Nama Luqmanul Hakim telah diabadikan Alquran pada surah ke-31. Disebut al hakim karena mendapatkan ''hikmah'' dari Allah SWT. Hikmah atau wisdom yang dimaknai sebagai kepandaian bersyukur kepada Allah (QS Luqman [31]: 12). Sedangkan hikmah, kata Al Thabari, adalah bimbingan Allah (taufiq Rabbani) kepada seseorang untuk memadukan antara ilmu tentang sesuatu, manfaat sesuatu, dan pilihan aplikasi yang sesuai ilmu. Itulah yang Allah karuniakan kepada hamba-Nya yang shalih, Luqman, karena pandai bersyukur, baik kepada Allah maupun kepada sesama terlebih kepada kedua orang tuanya.
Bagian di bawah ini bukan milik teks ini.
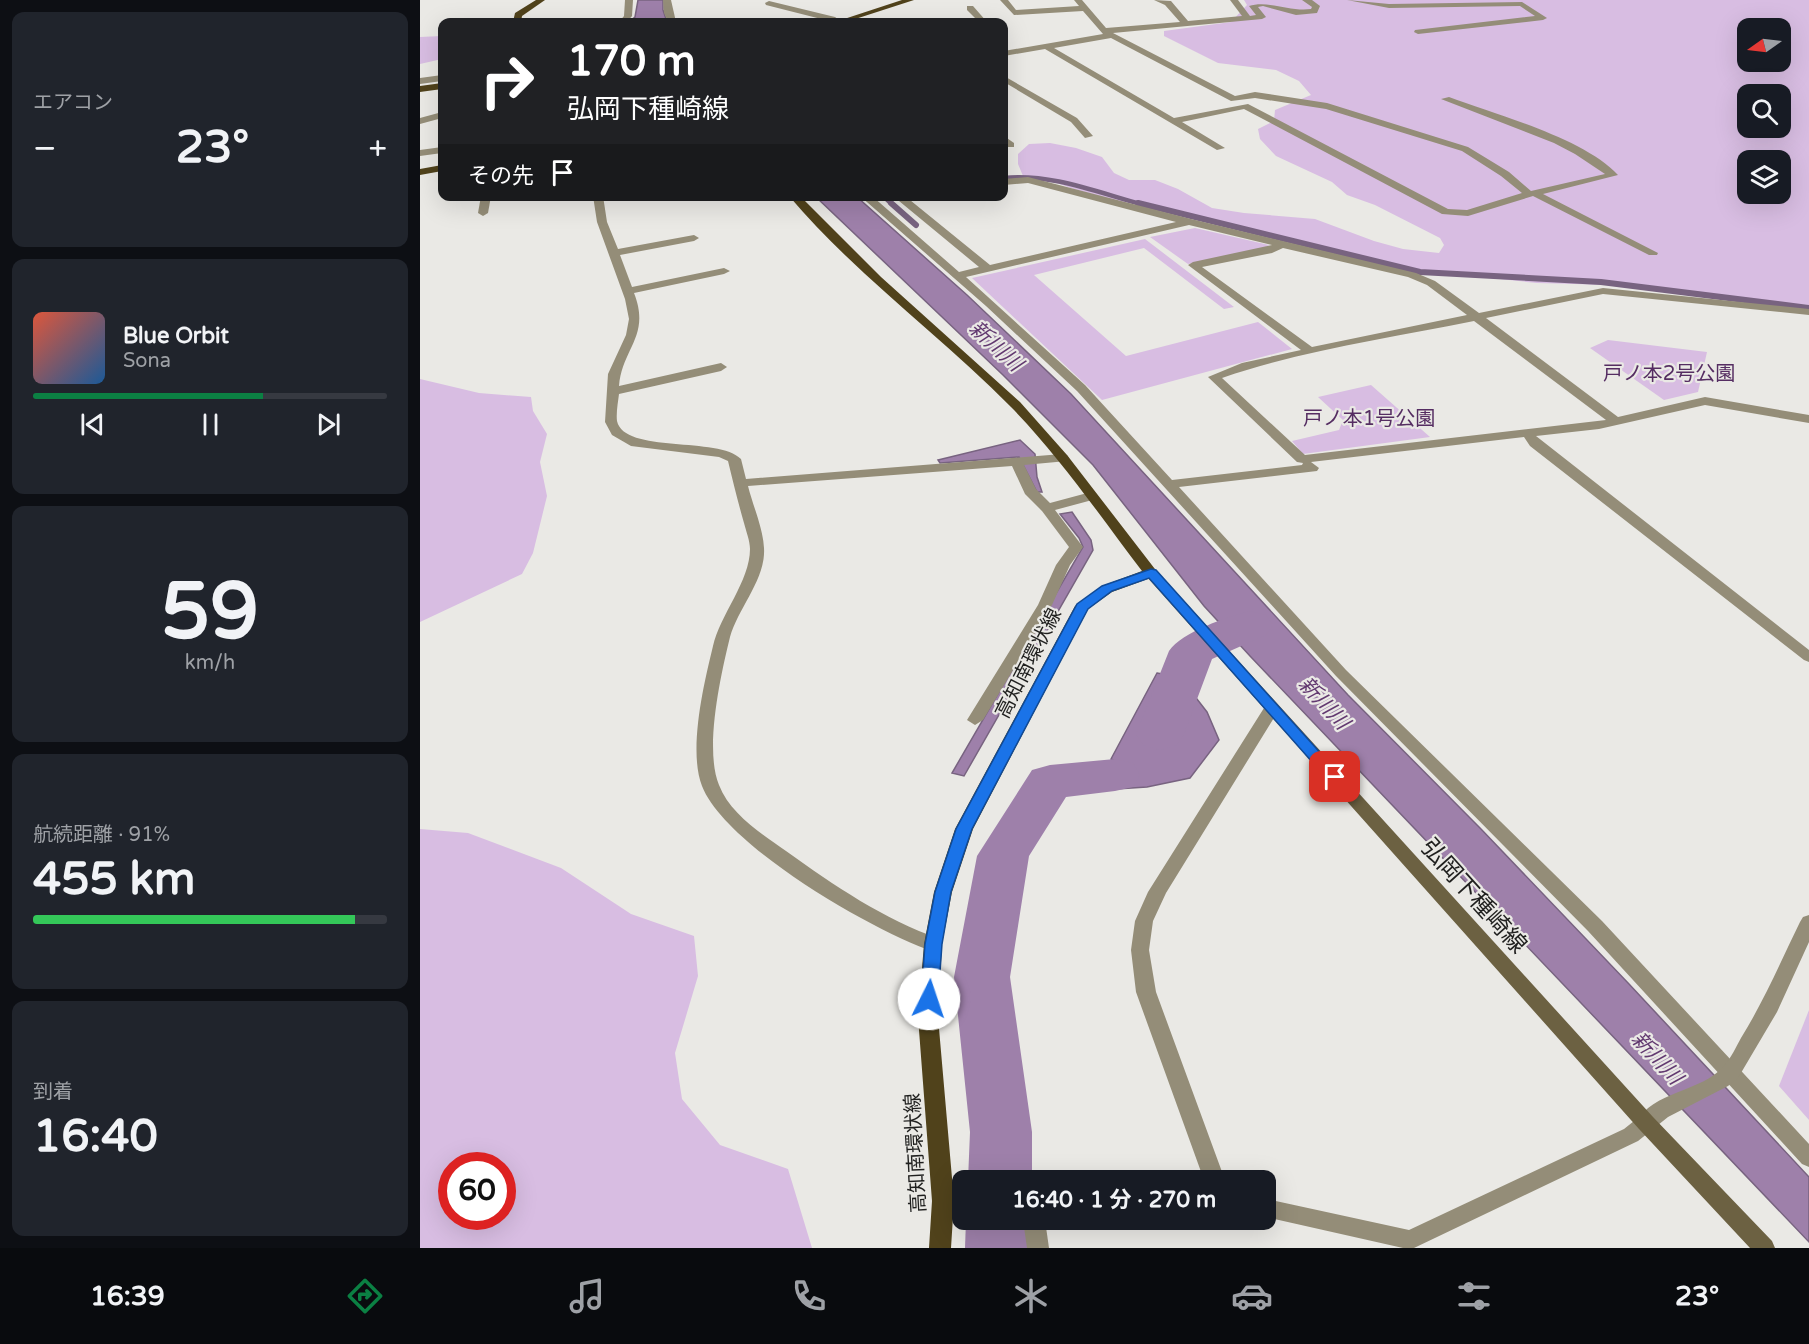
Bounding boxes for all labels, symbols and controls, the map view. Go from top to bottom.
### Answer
north arrow [1737,18,1791,72]
map controls [1737,18,1791,204]
text: 170 m [567,36,696,87]
icon: right [468,42,546,120]
button: search [1737,84,1791,138]
text: エアコン [33,91,113,115]
text: 弘岡下種崎線 [567,93,729,126]
text: 23° [176,121,249,175]
text: − [33,129,57,168]
text: + [368,129,387,168]
button: layers [1737,150,1791,204]
icon: arrive [546,156,579,189]
text: その先 [468,163,534,189]
water label: 新川川 [964,316,1029,378]
text: Blue Orbit [123,323,229,349]
text: Sona [123,349,171,373]
park label: 戸ノ本2号公園 [1603,362,1735,386]
park label: 戸ノ本1号公園 [1303,407,1435,431]
icon: previous [76,408,109,441]
icon: pause [194,408,227,441]
icon: next [312,408,345,441]
text: 59 [161,565,259,659]
street label: 高知南環状線 [991,605,1067,722]
text: km/h [185,651,235,675]
water label: 新川川 [1293,672,1356,736]
pin [1309,751,1360,802]
icon: arrive [1318,760,1351,793]
text: 航続距離 · 91% [33,823,170,847]
street label: 弘岡下種崎線 [1415,833,1533,960]
text: 455 km [33,853,195,907]
position arrow [897,967,961,1031]
water label: 新川川 [1626,1027,1689,1091]
text: 到着 [33,1080,73,1104]
street label: 高知南環状線 [901,1092,931,1213]
text: 16:40 [33,1110,158,1164]
speed limit sign: 60 [438,1152,516,1230]
text: 16:40 · 1 分 · 270 m [1012,1187,1216,1213]
icon: directions [344,1275,386,1317]
icon: music [566,1275,608,1317]
icon: phone [788,1275,830,1317]
icon: climate [1010,1275,1052,1317]
icon: car [1231,1275,1273,1317]
icon: filters [1453,1275,1495,1317]
text: 16:39 [90,1280,165,1313]
text: 23° [1675,1280,1719,1313]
Semua orang sepakat bahwa sosok paling berjasa adalah kedua orang tua. Kasih keduanya berlangsung sepanjang jalan, meskipun tetap terbatas. Tetapi kasih Allah SWT tak kenal batas, mencakup segala sesuatu, dan selalu mendahului murka-Nya ketika dilecehkan oleh hamba-Nya. Kasih-Nya berupa pintu ampunan bagi siapa yang meminta juga selalu terbuka. Jasa ayah bunda terlalu besar untuk dibalas, apalagi samudra rahmat Allah yang tiada bertepi. Yang diminta hanyalah ''... berterima kasih kepada-Ku dan kepada kedua orang tuamu.'' (QS Luqman [31]: 14).
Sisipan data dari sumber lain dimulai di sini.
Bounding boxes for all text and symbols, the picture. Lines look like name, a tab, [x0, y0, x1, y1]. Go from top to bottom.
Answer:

Orang yang tidak pandai berterima kasih kepada sesama yang kebaikannya tampak dengan indera, lebih tidak mampu lagi bersyukur kepada Allah yang memerlukan iman untuk sekadar mengakui curahan nikmat-Nya yang zhahir (lahir) dan batin.
Perkara terpenting dalam hidup ini adalah syukur, tulis Imam Arrazi. Dengan syukur berarti ada iman dan ketaatan. Tidak ada gunanya seorang mengaku berilmu kalau belum faham, atau mengaku tahu agama kalau belum tahu nilai kebaikan dan bahaya mengabaikannya ('arif). Sedangkan kearifan seseorang diukur dengan kepandaiannya dalam bersyukur (syakur) dan itulah hikmah. ''Siapa yang mendapatkan hikmah berarti telah mendapatkan kebaikan yang banyak.'' (QS Al Baqarah [2]: 269), yang memang pantas diberikan kepada para 'ulil albab (cerdas cendekia). Kepandaian bersyukur = hikmah = kecerdasan.
Di saat mengucapkan kata-kata syukur (terima kasih, alhamdulillah), ada nikmat yang dirasakan jika disertai keikhlasan. Orang yang bersyukur berarti menghadirkan kebaikan untuk dirinya sendiri sebelum berbagi dengan orang lain. Sedangkan orang yang tidak suka, berarti mengundang kemudharatan/bencana atas apa yang ia miliki, dengan menggunakannya secara salah dan menjauhkannya dari keberkahan.
Dengan semangat afala akunu 'abdan syakura (tidakkah pantas aku jadi hamba yang besyukur) menjalani ibadah jadi ringan, beramal kebajikan jadi menyenangkan, karena pikiran kita positif. Ya Allah, bimbinglah kami agar selalu bersyukur, jadikanlah ia milik dan kebiasaan kami. Amin.